En esa obra sobre
el monoteísmo cuyo punto de partida se encuentra en la interpretación de las
Escrituras, Freud subrayó casi en
cada página el carácter ingrato de su tema y la incertidumbre del investigador.
No poseía pruebas y debía conformarse con sugerencias, deducciones o
conclusiones provisionales. Sabía que el contenido de un texto sagrado no puede
establecerse con alguna certidumbre pero, expurgado, puede servir para
reconstruir, al menos, una cadena plausible de acontecimientos.
Contra la publicación
del ensayo, Freud alegó la situación de Austria, entonces bajo un régimen
clerical, que no le permitía esperar acogidas ni neutrales. Además de, por
severamente crítico consigo mismo, la insatisfacción por los numerosos defectos
del trabajo. Pero pese a las imperfecciones, el libro le obsesionó. Más por la
propia persona de Moisés, incluso como ‘espectro’, que por el problema
histórico de la existencia judía. Le siguió atormentando, a pesar de negarlo
reiteradamente, su tesis sobre los orígenes egipcios del profeta.
Otros temas no
pueden por sí solos causarle incomodidad. El asesinato del jefe por una
‘chusma’ incapaz de comprender sus designios, se ha visto repetirse bastante a
menudo en la Historia de todos los tiempos para que pudiera no ser admisible,
incluso sin pruebas concluyentes del supuesto asesinato de Moisés por los
judíos. Pero privar al fundador de la historia judía de su identidad, es
declarar a todo un pueblo en estado de ilegitimidad, explicándole que esta
usurpación milenaria de sus derechos es la verdadera causa del odio de las
naciones.
Moisés no tenía en
absoluto necesidad de ser egipcio para ser asesinado por los judíos, es más, si
no fuese judío, no podría representar sino muy indirectamente el papel de un
padre para los hebreos y su asesinato ya no sería el parricidio ejemplar que
explica la génesis de las religiones más evolucionadas.

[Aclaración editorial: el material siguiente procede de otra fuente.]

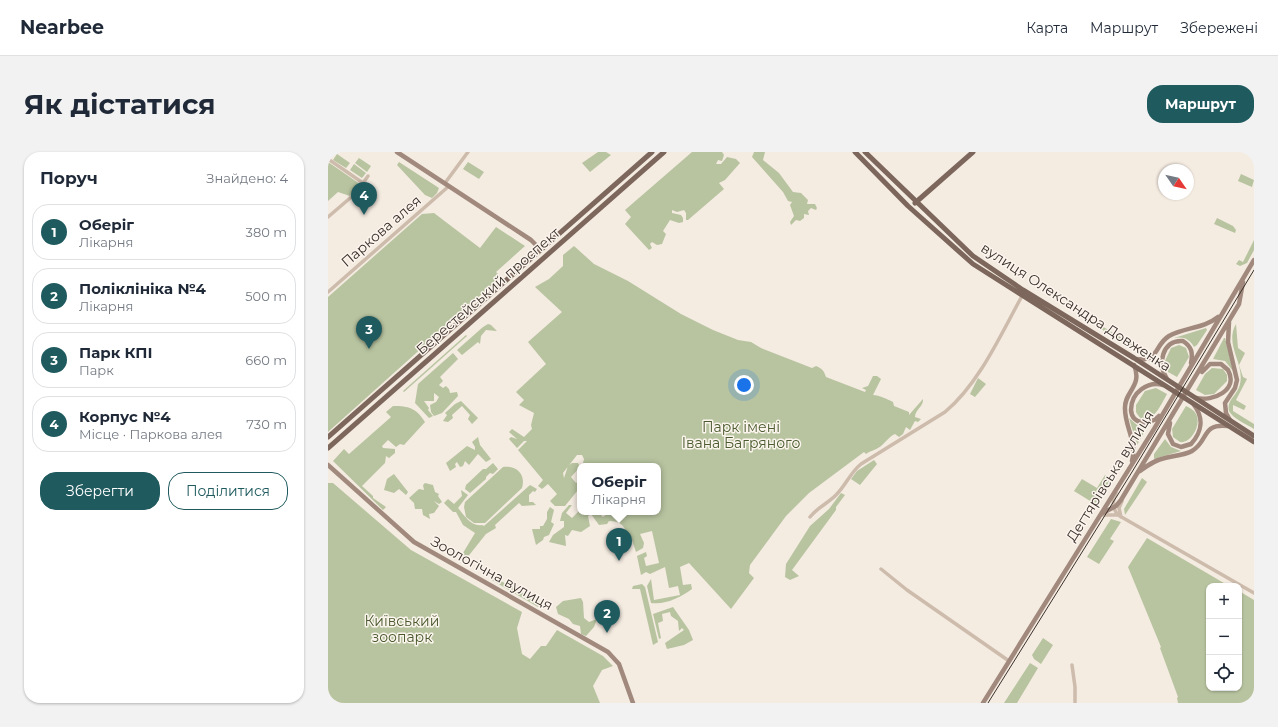 <!DOCTYPE html>
<html lang="uk">
<meta charset="utf-8">
<style>
:root{--surface:#fff;--page:#f2f2f3;--text:#1f2937;--muted:#747a83;--line:#e0e1e3;--accent:#1f5a5e}
body{margin:0;font-family:Montserrat,sans-serif;background:var(--page);color:var(--text)}
.controls{position:absolute;right:12px;bottom:12px;display:grid;overflow:hidden;border-radius:8px;box-shadow:0 1px 3px #0004}
.controls button{width:36px;height:36px;display:grid;place-items:center;padding:0;border:0;border-bottom:1px solid var(--line);background:var(--surface);color:var(--text);font:20px sans-serif}
.compass{position:absolute;left:830px;top:12px;width:36px;height:36px;border-radius:50%;background:var(--surface);box-shadow:0 1px 3px #0004;rotate:124deg}
.you{position:absolute;left:416px;top:233px;width:14px;height:14px;margin:-10px;border:3px solid #fff;border-radius:50%;background:#1a73e8;box-shadow:0 0 0 6px #1a73e833}
.badge{display:grid;place-items:center;width:26px;height:26px;border-radius:50%;background:var(--accent);color:#fff;font-size:13px;font-weight:700}
.pin{position:absolute;translate:-50% -33px;filter:drop-shadow(0 1px 2px #0008)}
.pin::after{content:'';position:absolute;top:21px;width:14px;height:12px;background:inherit;clip-path:polygon(0 0,100% 0,50% 100%)}
.popup{position:absolute;left:249px;top:311px;width:84px;height:52px;box-sizing:border-box;display:grid;place-content:center;border-radius:8px;background:var(--surface);filter:drop-shadow(0 1px 3px #0005);font-size:13px;white-space:nowrap;color:var(--muted)}
.popup b{font-size:15px;color:var(--text)}
.popup::after{content:'';position:absolute;left:50%;top:100%;margin-left:-8px;border:8px solid transparent;border-top-color:var(--surface)}
.list{margin:0;padding:0;list-style:none}
h2{display:flex;justify-content:space-between;align-items:center;height:52px;margin:0;padding:0 16px;font-size:17px}
h2 small{font-size:13px;font-weight:400;color:var(--muted)}
.list li{display:grid;grid-template-columns:26px 1fr auto;gap:12px;align-items:center;box-sizing:border-box;height:56px;margin:0 8px 8px;padding:0 8px;border:1px solid var(--line);border-radius:16px}
.list b{display:block;font-size:15px;white-space:nowrap}
.list p{margin:0;font-size:13px;white-space:nowrap;color:var(--muted)}
.list em{font-size:13px;font-style:normal;color:var(--muted)}
.actions{display:flex;gap:8px;padding:12px 16px}
.actions a{flex:1;padding:9px 0;border:1px solid var(--accent);border-radius:16px;text-align:center;font-size:14px;color:var(--accent)}
.actions .main{background:var(--accent);color:#fff}
.icon{flex:none;width:22px;height:22px;fill:none;stroke:currentColor;stroke-width:2;stroke-linecap:round;stroke-linejoin:round}
.map{position:relative;flex:none;width:926px;height:551px;overflow:hidden;border-radius:16px}
header{display:flex;align-items:center;gap:24px;box-sizing:border-box;height:56px;padding:0 20px;background:var(--surface);border-bottom:1px solid var(--line)}
header strong{font-size:19px}
nav{display:flex;gap:22px;margin-inline-start:auto;font-size:14px}
.intro{display:flex;align-items:center;justify-content:space-between;box-sizing:border-box;height:96px;padding:0 24px}
h1{margin:0;font-size:28px}
.button{padding:10px 18px;border-radius:16px;background:var(--accent);color:#fff;font-size:14px;font-weight:700}
main{display:flex;gap:24px;padding:0 24px}
aside{flex:1;background:var(--surface);border-radius:16px;box-shadow:0 1px 3px #0004}
.map>svg:first-child{display:block}
.green{fill:#b8c4a0}
.lines{fill:none;stroke-linecap:round;stroke-linejoin:round}
.street{stroke:#cdbbac;stroke-width:3.5}
.secondary{stroke:#a18a7d;stroke-width:4.5}
.primary{stroke:#7d675c;stroke-width:5}
.tram{stroke:#3b302b;stroke-width:1}
.labels{text-anchor:middle;dominant-baseline:central;stroke-width:3;stroke-linejoin:round;paint-order:stroke}
.street-label{font-size:14px;fill:#3b302b;stroke:#fbf5ee}
.park-label{font-size:14px;fill:#4a5a2e;stroke:#fbf5ee}
</style>
<header>
<strong>Nearbee</strong>
<nav><a>Карта</a><a>Маршрут</a><a>Збережені</a></nav>
</header>
<div class="intro"><h1>Як дістатися</h1><a class="button">Маршрут</a></div>
<main>
<aside>
<h2>Поруч<small>Знайдено: 4</small></h2>
<ul class="list">
<li><span class="badge">1</span><div><b>Оберіг</b><p>Лікарня</p></div><em>380 m</em></li>
<li><span class="badge">2</span><div><b>Поліклініка №4</b><p>Лікарня</p></div><em>500 m</em></li>
<li><span class="badge">3</span><div><b>Парк КПІ</b><p>Парк</p></div><em>660 m</em></li>
<li><span class="badge">4</span><div><b>Корпус №4</b><p>Місце · Паркова алея</p></div><em>730 m</em></li>
</ul>
<div class="actions"><a class="main">Зберегти</a><a>Поділитися</a></div>
</aside>
<div class="map">
<svg width="926" height="551" viewBox="0 0 926 551">
<rect width="100%" height="100%" fill="#f4ebe1"/>
<path class="green" d="M270 0H278L283 3 262 20 254 11Z
M364 0H394L396 3 394 9 390 8 388 12H393L399 5 408 7 412 11 397 28 391 31 396 37 360 68H358V61L356 58 349 60 344 58V61L353 63 355 66V70L351 71 342 68 335 79 338 82 334 92 329 93 324 90 322 92 324 96 321 98 297 72 303 65 297 58Z
M426 0H437L435 8 451 21 465 40 473 41 480 48 479 52H487L489 56 488 58 483 56 480 59 481 63 476 62V66L472 69 468 68 463 73 462 70 466 64 462 53 464 50 460 49 455 40 424 5Z
M9 2 22 11 18 16 5 8Z
M31 6 43 14 39 20 27 11Z
M0 10 32 32 22 44 10 40 0 49Z
M71 10 111 36 109 41 104 46 97 43 69 13Z
M140 10 156 20 151 27 135 17Z
M26 12 38 21 34 26 22 18Z
M913 22 926 28 924 35 910 29Z
M106 61 152 96 168 75 197 94 168 120 173 125 0 280V145L94 62Z
M889 66 905 74 908 78 907 81 886 72Z
M926 88V98L919 111 912 114 908 112 911 108 915 110Z
M246 94 266 112 300 129 353 162 385 178 410 188 423 190 433 196 484 216 488 214C495 217 496 219 498 225L537 240 538 238 534 236 540 234 545 224H549L553 227 545 243C551 243 559 247 565 250L566 254 581 260V263L595 247C596 254 587 258 587 265L593 267 590 270 587 269 582 278 578 275 575 282 571 285 567 282C560 285 556 293 550 296 545 299 542 299 538 302L536 300 481 341 458 364 422 413 421 421 426 426 403 457 361 411 352 415 355 433 363 432 364 437C353 445 338 453 323 451L319 434 323 427 326 448 352 443 350 434 341 436 337 415 322 422 318 420 313 423 309 404 318 400 319 404 316 406 318 414 331 411 324 379 312 382 316 391 315 396 308 400 303 385 299 384C297 373 292 369 281 369L279 372 271 373 263 362 260 364 262 374 253 380 244 378 240 384 237 383 238 394 221 390 225 383 236 375V369H232L234 361 241 353H244L238 361 244 366 252 358V360H270L275 365 279 362 278 360H330V314H265V312L255 311 256 307 254 303H249L235 321 236 326 240 314 244 311H250L252 315 243 325 248 331 252 328V333H250V338L237 354H227L222 349 229 342 220 332 214 337 210 334 215 328 190 298 199 289H196L189 296 181 287 183 285 189 287 181 280 184 277 196 285 204 277 203 273 206 261 191 253 196 248 188 240 218 212 200 190 234 160 207 135 221 127 235 114V103Z
M160 172 163 173 169 179 158 178 153 184 152 192 150 190 134 203 129 198 155 175Z
M908 172 910 196 917 201 911 213 915 225 919 227 908 248 918 254 916 258 905 253V259L926 272V277C920 273 904 266 901 259 898 248 910 243 912 232 917 211 896 193 908 172Z
M772 173 811 196 809 200 770 175Z
M878 176 879 178 869 193 866 195C862 187 855 184 846 186Z
M138 183 139 184 76 240 75 239Z
M896 186H897L905 219 897 209 885 207Z
M851 193 858 196 861 205 849 225 840 220 836 211 843 196Z
M125 201 130 207 112 225 115 229 111 233 115 236 118 234 121 237 122 241 129 240 130 244 114 261 106 264 103 260 102 253 108 250 111 245 106 241V249H96L101 256 100 258 105 264 101 266 87 251 90 232Z
M884 216 895 217 899 223V229L886 242 877 243 868 238 877 222Z
M650 226 658 232 647 245 642 242Z
M828 236 839 242C834 251 820 282 808 260V253L817 239Z
M133 249 150 266 144 272 140 267 142 263 134 254 124 263 125 266 120 270 115 269 119 263 117 261 127 252Z
M65 254C81 254 88 256 97 270L76 293 72 292 68 295 60 288 54 294 55 296 67 297V301L61 306 58 304 57 311 34 334 45 344V346L58 355 55 358 5 309 16 297 21 302 63 265 58 260Z
M858 254C862 256 866 258 868 262 874 272 863 292 852 290L845 285 844 277Z
M801 266 809 273 819 275 809 293Z
M150 285 152 293 163 307 158 310 150 302 141 313 137 309 135 314 132 315 129 310 127 312 128 315 122 319 118 311 139 294 147 298V295L144 290Z
M837 287 843 295 853 299 826 307V302Z
M546 308 549 312 532 333 523 327 529 319Z
M165 311 170 317 165 322 162 321 158 325V327L142 341 137 337 138 333 155 317H158Z
M175 315C189 313 198 323 194 336L157 371H146L138 365 136 355 137 350Z
M66 322 80 340 78 343 71 337 66 341 56 338 59 327Z
M777 323 783 327 767 352 746 339 754 327 769 336Z
M814 326 819 330 797 363 796 357Z
M0 331H5L83 398 194 460 189 476 194 502 202 507 213 494H218L229 478 275 504 285 514 274 518 265 534 272 551H0Z
M97 331 105 333 107 340 111 342 110 344 114 350 111 352 106 349 111 354 106 361 101 362 102 367 95 363 94 357H87L86 351 81 346 91 337 96 338 95 333Z
M202 333 209 337 207 340 205 339 201 343V350H205L208 353 194 354 191 351 167 373 168 376 158 382 138 407 132 406 147 381 135 373 128 360H125L116 351 120 347 126 352 134 344 133 338 140 343 130 356C136 363 143 375 154 373L156 374Z
M513 341 517 343 508 355V358L464 418 471 424 462 428 457 425 458 412 482 374 501 357Z
M222 355 226 358 223 370 226 372 221 383 216 385 215 388 208 393 204 377H212V374H215L219 367V360Z
M783 367 793 370 782 387 786 389 771 412 759 405Z
M819 386 901 434H881V536H911V439L926 448V551H850L849 546 850 545 832 496 833 495 800 415Z
M164 424 213 451 210 455 162 427Z
M314 432 317 435 330 490 325 493 312 437H304L305 434Z
M253 446 255 450 256 466 261 470 269 467 266 475 258 484 253 482 252 474 245 472 241 467 230 462 228 455 235 449Z
M345 455 361 478 365 488 356 493 339 497 337 491 356 478 354 476 351 479 350 469 343 464 342 460 334 462 335 469 330 471 333 486 331 487 325 462Z
M715 486 725 493 713 512 706 507 704 503Z
M702 511 710 516 689 551H676Z"/>
<g class="lines">
<path class="street" d="M0 7 35 31
M117 31 140 0
M0 65 28 41 40 24
M0 140 121 34
M788 341C784 349 784 356 790 363
M774 363H790L926 441
M482 365C490 355 499 352 508 343 518 333 522 321 533 312L617 260C651 232 673 182 694 144
M793 365 791 356 794 349
M553 417 579 438 681 509
M744 513 747 535V551"/>
<path class="secondary" d="M69 0 203 88 213 98
M901 170 900 190 909 228 907 236 897 251 898 261 902 268
M808 207C832 210 826 193 841 184 857 175 875 177 890 165
M839 227C829 213 834 187 855 189 864 195 865 201 863 211
M868 246C885 250 911 238 900 218L893 212H882L874 220
M831 264C823 273 804 274 803 258 803 240 820 229 835 233
M842 271 840 282 845 292 853 295 863 292C874 280 876 266 866 253
M804 309C809 289 797 275 797 257 796 239 815 235 806 213
M0 313 86 390 280 500 291 512 305 551
M812 319C820 313 827 308 837 306 845 304 857 303 864 299 881 289 873 271 900 274
M773 362 788 354 793 348 911 152 915 130
M655 551 826 277 926 108"/>
<path class="primary" d="M527 0 580 54 645 112 926 290
M537 0 645 104 695 138 806 206 926 284
M587 51 645 0
M0 285 324 0
M0 296 336 0"/>
<path class="tram" d="M660 551 804 320 926 118"/>
</g>
<g class="labels">
<g class="street-label">
<text transform="translate(53 79) rotate(-41)">Паркова алея</text>
<text transform="translate(160 139) rotate(-41)">Берестейський проспект</text>
<text transform="translate(748 155) rotate(33)">вулиця Олександра Довженка</text>
<text transform="translate(782 324) rotate(-58)">Дегтярівська вулиця</text>
<text transform="translate(164 421) rotate(29)">Зоологічна вулиця</text>
</g>
<g class="park-label">
<text x="413" y="275">Парк імені<tspan x="413" dy="16">Івана Багряного</tspan></text>
<text x="74" y="469">Київський<tspan x="74" dy="16">зоопарк</tspan></text>
</g>
</g>
</svg>
<div class="controls">
<button>+</button>
<button>−</button>
<button><svg class="icon" aria-label="locate" viewBox="0 0 24 24"><circle cx="12" cy="12" r="6"/><path d="M12 2v4M12 18v4M2 12h4M18 12h4"/></svg></button>
</div>
<svg class="compass" viewBox="-18 -18 36 36"><path d="M0-13l5 13h-10z" fill="#e53935"/><path d="M0 13l5-13h-10z" fill="#747a83"/></svg>
<div class="you"></div>
<div class="pin badge" style="left:291px;top:409px">1</div>
<div class="popup"><b>Оберіг</b>Лікарня</div>
<div class="pin badge" style="left:279px;top:481px">2</div>
<div class="pin badge" style="left:41px;top:197px">3</div>
<div class="pin badge" style="left:36px;top:63px">4</div>
</div>
</main>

Este Moisés surgió en Freud, según Marthe Robert (*), de
su más alejado pasado y de la necesidad que tuvo de volver continuamente sobre
las ideas fundamentales de su nacimiento para cambiarlas por lo menos en su
imaginación y convertirse así en dueño de su destino. Freud a los 80 años
renegó de su padre, porque no tenía ante él sino la atroz perspectiva de la
decadencia intelectual y la angustiosa espera de la muerte. Pero para no morir,
Freud declaró en el libro que puede pasar por su auténtico testamento. En el
momento de abandonar la escena ya no era ni judío ni alemán, no quería ser sino
el hijo de nadie y de ningún lugar.
(*) Robert, Marthe. (1976).- Freud y la conciencia judía. Ed. Península. Barcelona.